What to produce:
Please copy each line of the data that includes the string "lane".

Working data:
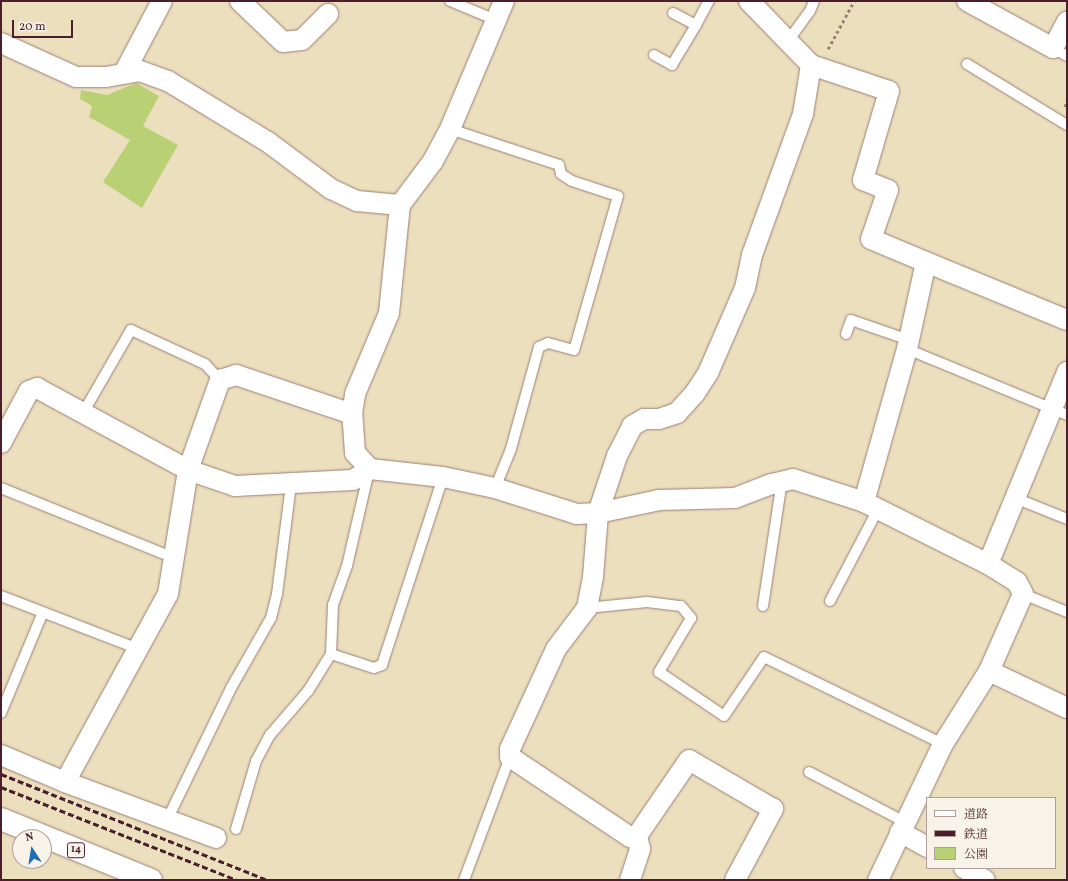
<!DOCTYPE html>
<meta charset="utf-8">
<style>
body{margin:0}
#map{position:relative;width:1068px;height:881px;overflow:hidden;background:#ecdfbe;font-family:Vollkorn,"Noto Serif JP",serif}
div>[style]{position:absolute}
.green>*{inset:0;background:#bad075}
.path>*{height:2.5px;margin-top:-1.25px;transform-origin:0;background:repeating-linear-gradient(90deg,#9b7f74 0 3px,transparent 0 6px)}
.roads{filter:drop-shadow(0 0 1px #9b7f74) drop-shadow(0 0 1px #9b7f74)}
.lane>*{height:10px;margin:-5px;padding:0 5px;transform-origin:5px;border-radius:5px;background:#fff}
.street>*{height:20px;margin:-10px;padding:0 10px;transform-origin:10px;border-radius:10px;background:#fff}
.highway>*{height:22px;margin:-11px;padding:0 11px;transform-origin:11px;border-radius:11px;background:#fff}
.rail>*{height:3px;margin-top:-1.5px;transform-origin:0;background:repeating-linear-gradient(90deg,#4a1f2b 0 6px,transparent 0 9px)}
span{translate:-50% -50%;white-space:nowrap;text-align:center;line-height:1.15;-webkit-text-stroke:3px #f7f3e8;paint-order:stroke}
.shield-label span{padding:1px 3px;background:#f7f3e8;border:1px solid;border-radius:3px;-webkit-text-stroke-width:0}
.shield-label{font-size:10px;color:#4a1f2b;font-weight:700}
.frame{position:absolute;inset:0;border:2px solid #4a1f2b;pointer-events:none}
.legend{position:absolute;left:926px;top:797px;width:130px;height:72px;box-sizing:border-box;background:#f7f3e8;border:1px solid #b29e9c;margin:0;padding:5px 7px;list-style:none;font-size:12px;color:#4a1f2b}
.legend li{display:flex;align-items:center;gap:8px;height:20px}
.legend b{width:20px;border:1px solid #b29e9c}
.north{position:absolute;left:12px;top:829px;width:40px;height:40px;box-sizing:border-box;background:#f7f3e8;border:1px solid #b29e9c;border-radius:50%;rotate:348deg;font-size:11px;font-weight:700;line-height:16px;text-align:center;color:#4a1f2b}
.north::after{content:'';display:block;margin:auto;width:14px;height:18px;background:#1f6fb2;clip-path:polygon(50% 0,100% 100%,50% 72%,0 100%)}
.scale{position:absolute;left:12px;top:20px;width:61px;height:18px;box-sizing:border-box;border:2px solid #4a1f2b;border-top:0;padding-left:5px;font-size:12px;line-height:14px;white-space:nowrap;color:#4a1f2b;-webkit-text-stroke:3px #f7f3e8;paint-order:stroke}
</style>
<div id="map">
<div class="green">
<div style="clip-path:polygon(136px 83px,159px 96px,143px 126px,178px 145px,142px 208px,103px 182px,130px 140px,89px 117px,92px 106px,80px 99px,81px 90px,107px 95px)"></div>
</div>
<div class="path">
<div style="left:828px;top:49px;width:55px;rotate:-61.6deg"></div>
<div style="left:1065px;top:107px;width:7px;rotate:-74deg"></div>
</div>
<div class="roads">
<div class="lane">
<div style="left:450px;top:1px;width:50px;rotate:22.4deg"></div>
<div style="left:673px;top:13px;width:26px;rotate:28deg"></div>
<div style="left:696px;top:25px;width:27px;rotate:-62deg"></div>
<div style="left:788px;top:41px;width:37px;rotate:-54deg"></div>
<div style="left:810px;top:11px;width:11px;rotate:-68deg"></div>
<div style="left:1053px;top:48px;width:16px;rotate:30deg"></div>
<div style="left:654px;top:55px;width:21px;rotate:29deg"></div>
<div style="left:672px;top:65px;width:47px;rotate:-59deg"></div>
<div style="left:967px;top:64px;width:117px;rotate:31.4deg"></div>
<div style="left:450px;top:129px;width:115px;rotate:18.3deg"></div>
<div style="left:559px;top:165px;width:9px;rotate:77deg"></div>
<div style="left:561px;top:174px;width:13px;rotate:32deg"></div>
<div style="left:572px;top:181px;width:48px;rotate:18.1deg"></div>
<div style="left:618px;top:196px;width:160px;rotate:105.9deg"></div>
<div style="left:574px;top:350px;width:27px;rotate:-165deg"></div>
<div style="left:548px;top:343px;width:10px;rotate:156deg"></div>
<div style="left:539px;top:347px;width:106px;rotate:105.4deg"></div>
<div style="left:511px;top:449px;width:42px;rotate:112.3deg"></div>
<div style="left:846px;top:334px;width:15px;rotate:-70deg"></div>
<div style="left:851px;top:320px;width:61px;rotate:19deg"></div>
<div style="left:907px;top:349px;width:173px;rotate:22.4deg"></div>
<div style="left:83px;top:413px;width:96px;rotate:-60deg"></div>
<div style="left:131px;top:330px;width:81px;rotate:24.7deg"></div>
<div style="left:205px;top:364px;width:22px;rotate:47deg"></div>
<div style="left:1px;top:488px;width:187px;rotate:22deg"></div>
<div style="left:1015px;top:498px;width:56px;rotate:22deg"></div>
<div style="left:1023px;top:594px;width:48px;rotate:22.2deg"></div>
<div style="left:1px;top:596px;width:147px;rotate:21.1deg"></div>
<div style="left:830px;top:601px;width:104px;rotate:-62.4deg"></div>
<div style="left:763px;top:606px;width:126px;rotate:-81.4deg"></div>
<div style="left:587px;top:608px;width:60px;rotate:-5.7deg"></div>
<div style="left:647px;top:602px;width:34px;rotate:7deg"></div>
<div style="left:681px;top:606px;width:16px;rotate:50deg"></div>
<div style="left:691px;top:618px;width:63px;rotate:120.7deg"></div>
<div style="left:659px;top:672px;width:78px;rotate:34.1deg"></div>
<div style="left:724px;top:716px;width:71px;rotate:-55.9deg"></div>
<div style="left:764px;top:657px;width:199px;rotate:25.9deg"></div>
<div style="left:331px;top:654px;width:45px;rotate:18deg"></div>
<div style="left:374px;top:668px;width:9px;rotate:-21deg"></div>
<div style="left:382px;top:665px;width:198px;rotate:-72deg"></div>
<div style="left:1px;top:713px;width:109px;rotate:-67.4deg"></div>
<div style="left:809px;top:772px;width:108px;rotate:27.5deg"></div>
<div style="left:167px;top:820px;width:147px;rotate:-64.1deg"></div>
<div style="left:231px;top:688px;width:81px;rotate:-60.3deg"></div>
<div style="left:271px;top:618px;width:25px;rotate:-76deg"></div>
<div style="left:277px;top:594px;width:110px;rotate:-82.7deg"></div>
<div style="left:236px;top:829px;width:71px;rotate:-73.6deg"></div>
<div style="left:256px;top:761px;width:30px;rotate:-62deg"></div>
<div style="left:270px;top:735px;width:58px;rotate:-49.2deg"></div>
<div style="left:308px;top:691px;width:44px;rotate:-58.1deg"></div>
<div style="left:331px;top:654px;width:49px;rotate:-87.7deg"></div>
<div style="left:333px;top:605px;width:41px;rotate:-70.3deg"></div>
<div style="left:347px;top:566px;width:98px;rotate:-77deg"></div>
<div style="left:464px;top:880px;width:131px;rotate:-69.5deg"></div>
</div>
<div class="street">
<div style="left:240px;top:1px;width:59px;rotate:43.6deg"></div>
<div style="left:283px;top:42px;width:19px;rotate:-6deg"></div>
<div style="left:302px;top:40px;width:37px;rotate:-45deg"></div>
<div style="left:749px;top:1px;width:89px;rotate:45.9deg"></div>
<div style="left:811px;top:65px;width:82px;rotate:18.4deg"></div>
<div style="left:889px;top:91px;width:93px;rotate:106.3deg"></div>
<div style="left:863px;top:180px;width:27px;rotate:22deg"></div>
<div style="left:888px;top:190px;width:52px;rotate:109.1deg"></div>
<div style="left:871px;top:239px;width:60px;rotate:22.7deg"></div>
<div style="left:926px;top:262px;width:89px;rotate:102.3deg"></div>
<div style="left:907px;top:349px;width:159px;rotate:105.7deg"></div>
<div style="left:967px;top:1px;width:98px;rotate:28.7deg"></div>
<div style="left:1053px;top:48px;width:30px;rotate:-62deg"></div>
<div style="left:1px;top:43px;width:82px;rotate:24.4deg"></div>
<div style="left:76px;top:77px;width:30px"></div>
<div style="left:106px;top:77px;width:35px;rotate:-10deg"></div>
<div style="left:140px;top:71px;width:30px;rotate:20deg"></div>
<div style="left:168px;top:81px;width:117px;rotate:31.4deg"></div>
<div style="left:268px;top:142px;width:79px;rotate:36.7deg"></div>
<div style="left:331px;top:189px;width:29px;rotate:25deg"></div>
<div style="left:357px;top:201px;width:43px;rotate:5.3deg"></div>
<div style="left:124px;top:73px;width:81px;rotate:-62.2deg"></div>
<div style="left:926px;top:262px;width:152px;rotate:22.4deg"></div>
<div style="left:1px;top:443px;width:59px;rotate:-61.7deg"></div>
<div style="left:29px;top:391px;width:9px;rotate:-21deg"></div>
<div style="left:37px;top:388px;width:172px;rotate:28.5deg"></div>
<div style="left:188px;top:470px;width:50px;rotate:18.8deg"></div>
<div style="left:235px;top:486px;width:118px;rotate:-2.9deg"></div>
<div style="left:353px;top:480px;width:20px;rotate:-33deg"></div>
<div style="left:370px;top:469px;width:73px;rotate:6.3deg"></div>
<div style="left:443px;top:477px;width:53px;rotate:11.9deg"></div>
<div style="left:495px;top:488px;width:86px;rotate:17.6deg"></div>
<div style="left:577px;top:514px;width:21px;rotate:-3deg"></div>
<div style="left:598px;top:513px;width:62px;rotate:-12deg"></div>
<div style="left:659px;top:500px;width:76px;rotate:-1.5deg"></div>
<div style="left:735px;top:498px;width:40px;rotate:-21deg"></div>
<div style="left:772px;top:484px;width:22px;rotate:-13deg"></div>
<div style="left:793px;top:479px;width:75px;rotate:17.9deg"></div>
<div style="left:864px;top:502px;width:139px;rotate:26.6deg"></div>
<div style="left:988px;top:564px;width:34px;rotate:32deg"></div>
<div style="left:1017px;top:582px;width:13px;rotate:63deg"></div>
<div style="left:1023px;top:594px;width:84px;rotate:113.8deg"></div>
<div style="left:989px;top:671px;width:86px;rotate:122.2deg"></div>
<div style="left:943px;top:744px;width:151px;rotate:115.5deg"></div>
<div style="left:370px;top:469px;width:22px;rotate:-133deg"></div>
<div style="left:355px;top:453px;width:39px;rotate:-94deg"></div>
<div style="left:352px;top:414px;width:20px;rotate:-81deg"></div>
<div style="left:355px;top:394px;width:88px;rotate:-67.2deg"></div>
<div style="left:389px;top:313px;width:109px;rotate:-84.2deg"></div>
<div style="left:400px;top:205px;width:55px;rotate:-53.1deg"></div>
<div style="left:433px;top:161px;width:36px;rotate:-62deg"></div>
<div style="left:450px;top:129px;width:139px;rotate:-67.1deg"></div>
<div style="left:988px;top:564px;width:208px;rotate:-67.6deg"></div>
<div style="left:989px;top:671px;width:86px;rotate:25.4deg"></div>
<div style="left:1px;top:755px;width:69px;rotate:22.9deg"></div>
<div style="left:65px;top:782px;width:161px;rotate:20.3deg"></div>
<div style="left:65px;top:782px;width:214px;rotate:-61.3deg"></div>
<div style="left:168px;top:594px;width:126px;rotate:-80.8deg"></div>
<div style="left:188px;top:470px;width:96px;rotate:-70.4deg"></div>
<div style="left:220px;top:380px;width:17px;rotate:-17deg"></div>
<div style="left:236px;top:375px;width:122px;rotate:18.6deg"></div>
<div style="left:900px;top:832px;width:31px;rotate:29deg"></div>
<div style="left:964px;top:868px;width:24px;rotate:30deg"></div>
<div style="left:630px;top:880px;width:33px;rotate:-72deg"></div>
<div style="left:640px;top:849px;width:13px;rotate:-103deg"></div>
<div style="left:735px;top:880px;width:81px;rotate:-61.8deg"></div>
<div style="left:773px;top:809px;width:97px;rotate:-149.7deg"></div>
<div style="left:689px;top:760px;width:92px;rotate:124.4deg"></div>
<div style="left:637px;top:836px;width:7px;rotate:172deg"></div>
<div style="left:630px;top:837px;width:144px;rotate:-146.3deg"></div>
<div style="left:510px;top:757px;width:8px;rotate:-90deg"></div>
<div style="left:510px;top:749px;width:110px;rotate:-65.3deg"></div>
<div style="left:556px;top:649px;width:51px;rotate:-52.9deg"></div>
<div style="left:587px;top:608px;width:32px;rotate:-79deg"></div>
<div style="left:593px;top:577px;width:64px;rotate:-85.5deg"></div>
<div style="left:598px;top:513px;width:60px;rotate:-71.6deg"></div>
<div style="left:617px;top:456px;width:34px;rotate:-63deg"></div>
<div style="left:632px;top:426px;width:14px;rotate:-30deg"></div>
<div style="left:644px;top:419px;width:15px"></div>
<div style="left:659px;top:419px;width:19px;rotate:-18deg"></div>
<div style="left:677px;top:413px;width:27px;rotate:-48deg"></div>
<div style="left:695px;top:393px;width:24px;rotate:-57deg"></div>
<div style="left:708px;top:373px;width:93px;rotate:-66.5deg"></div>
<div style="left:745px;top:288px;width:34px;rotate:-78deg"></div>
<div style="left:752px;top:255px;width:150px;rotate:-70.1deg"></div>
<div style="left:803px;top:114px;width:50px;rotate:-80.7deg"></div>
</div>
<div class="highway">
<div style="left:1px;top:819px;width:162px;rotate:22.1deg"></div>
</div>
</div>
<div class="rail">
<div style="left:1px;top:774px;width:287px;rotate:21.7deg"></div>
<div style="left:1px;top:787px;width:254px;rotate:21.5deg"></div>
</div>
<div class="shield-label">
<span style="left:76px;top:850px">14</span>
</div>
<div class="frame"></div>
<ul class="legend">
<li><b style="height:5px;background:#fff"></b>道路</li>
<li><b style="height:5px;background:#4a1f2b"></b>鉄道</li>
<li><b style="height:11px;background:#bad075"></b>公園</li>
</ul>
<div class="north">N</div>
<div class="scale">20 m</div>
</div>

Answer to this problem:
.lane>*{height:10px;margin:-5px;padding:0 5px;transform-origin:5px;border-radius:5px;background:#fff}
<div class="lane">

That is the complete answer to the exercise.